We are currently going through a similar dilemma. So hard to know whether to be cautious and not achieve/have what we always thought we would. Home is everything to us so on one hand it’s where I want to put my money and have the best home we can - but I’m scared of a big mortgage with so much global and economic uncertainty. I’ve never grappled so hard with any big life decision. So no answer from me but I’m reading the replies with interest!

Choconuts · 18/01/2026 09:57

Birchwoods · 17/01/2026 18:55

It would be an investment so I don’t think it would be a waste of money. We could add a lot of value to it. And at the moment we don’t have space for our children to have a trampoline and we have close neighbours. The other garden has lots of fruit trees, mature trees, space for the children and dog to play, the option of selling off a chunk of it in the future to claw back some of the additional expense. We don’t feel completely fulfilled where we are now. We could stay here but I feel we might regret not pushing ourselves to get the home we always imagined we’d have, like we’ve stagnated. DH is always thriving to do better and climb up the ladder so I think he’d feel unsatisfied with this being our home forever, despite it being a lovely house.

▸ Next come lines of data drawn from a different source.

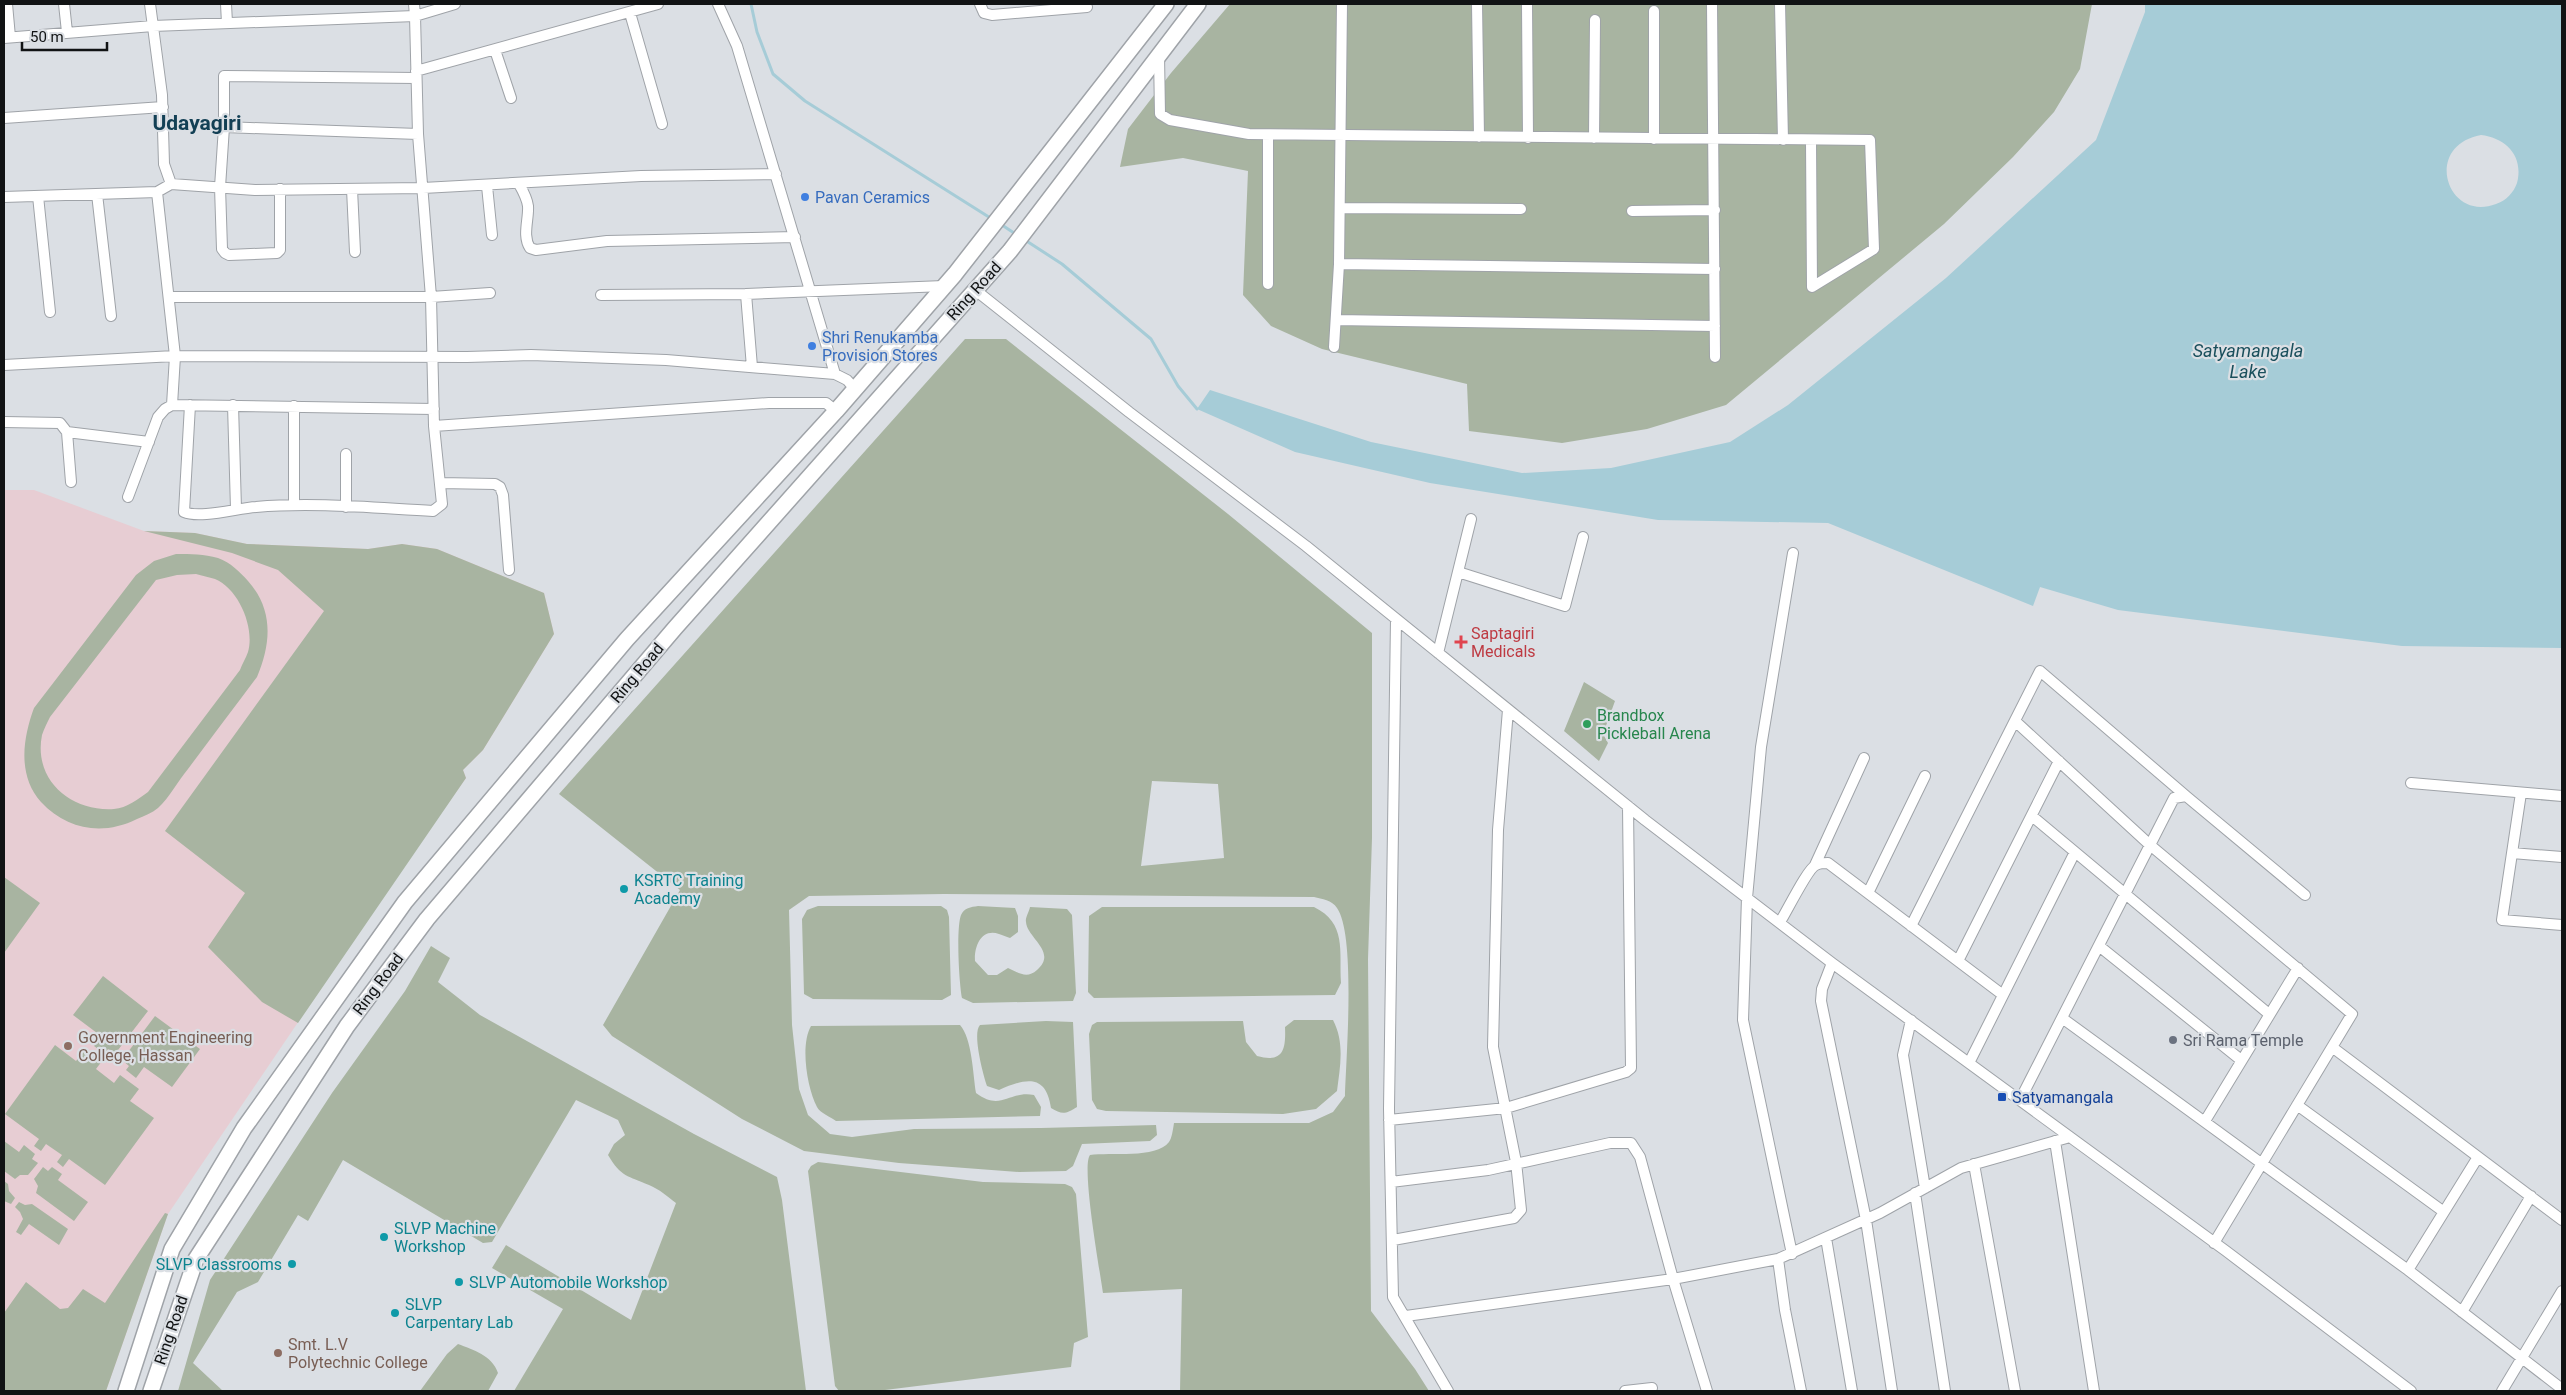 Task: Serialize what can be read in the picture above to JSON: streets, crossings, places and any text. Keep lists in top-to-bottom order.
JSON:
{
  "streets": {
    "main road": ["Ring Road"]
  },
  "districts": ["Udayagiri"],
  "water": ["Satyamangala Lake"],
  "places": {
    "other": [
      "Pavan Ceramics",
      "Shri Renukamba Provision Stores",
      "Brandbox Pickleball Arena",
      "KSRTC Training Academy",
      "Sri Rama Temple",
      "Government Engineering College, Hassan",
      "SLVP Machine Workshop",
      "SLVP Classrooms",
      "SLVP Automobile Workshop",
      "SLVP Carpentary Lab",
      "Smt. L.V Polytechnic College"
    ],
    "health": ["Saptagiri Medicals"],
    "transit": ["Satyamangala"]
  },
  "scale_bar": "50 m"
}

It sounds like you’ve already made up your mind OP!

HushTheNoise · 18/01/2026 09:57

Buying a bigger house sometimes seems to be couched in terms like 'stretch yourself' like it's a morally good thing to strive for. If you want a bigger house, go for it but I don't think it will bring the happiness you are looking for. I prefer having the disposable income so my kids can do expensive but fulfilling hobbies and we can buy the equipment for that and support them. I also don't think a house is a ' forever ' home either. Don't necessarily want a family sized house in old age.

bushproblems · 18/01/2026 10:01

We’ve just come out of the other side of this dilemma and decided to stay put and make the house we have better.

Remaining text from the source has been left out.